(Data excerpts)
--- START ---

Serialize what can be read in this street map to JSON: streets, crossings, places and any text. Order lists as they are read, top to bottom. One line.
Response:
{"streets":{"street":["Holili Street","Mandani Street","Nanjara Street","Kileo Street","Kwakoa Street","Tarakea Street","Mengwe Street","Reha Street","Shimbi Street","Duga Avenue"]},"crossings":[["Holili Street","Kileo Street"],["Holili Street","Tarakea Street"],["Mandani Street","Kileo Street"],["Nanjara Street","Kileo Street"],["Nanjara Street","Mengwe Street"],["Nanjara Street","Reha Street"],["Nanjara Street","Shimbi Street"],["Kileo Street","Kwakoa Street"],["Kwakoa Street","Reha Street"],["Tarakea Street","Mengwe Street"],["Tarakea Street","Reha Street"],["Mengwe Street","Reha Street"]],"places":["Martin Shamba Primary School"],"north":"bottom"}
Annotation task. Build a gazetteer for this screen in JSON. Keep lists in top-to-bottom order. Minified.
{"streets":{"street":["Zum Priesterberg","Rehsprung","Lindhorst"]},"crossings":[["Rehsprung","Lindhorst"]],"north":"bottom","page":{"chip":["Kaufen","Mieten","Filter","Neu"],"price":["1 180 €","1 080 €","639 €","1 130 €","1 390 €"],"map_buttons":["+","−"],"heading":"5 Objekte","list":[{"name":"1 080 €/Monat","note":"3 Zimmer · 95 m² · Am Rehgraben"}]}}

--- END ---

Work to be completed: Write every entry out again. Keep each one exact.

Task solution:
Serialize what can be read in this street map to JSON: streets, crossings, places and any text. Order lists as they are read, top to bottom. One line.
Response:
{"streets":{"street":["Holili Street","Mandani Street","Nanjara Street","Kileo Street","Kwakoa Street","Tarakea Street","Mengwe Street","Reha Street","Shimbi Street","Duga Avenue"]},"crossings":[["Holili Street","Kileo Street"],["Holili Street","Tarakea Street"],["Mandani Street","Kileo Street"],["Nanjara Street","Kileo Street"],["Nanjara Street","Mengwe Street"],["Nanjara Street","Reha Street"],["Nanjara Street","Shimbi Street"],["Kileo Street","Kwakoa Street"],["Kwakoa Street","Reha Street"],["Tarakea Street","Mengwe Street"],["Tarakea Street","Reha Street"],["Mengwe Street","Reha Street"]],"places":["Martin Shamba Primary School"],"north":"bottom"}
Annotation task. Build a gazetteer for this screen in JSON. Keep lists in top-to-bottom order. Minified.
{"streets":{"street":["Zum Priesterberg","Rehsprung","Lindhorst"]},"crossings":[["Rehsprung","Lindhorst"]],"north":"bottom","page":{"chip":["Kaufen","Mieten","Filter","Neu"],"price":["1 180 €","1 080 €","639 €","1 130 €","1 390 €"],"map_buttons":["+","−"],"heading":"5 Objekte","list":[{"name":"1 080 €/Monat","note":"3 Zimmer · 95 m² · Am Rehgraben"}]}}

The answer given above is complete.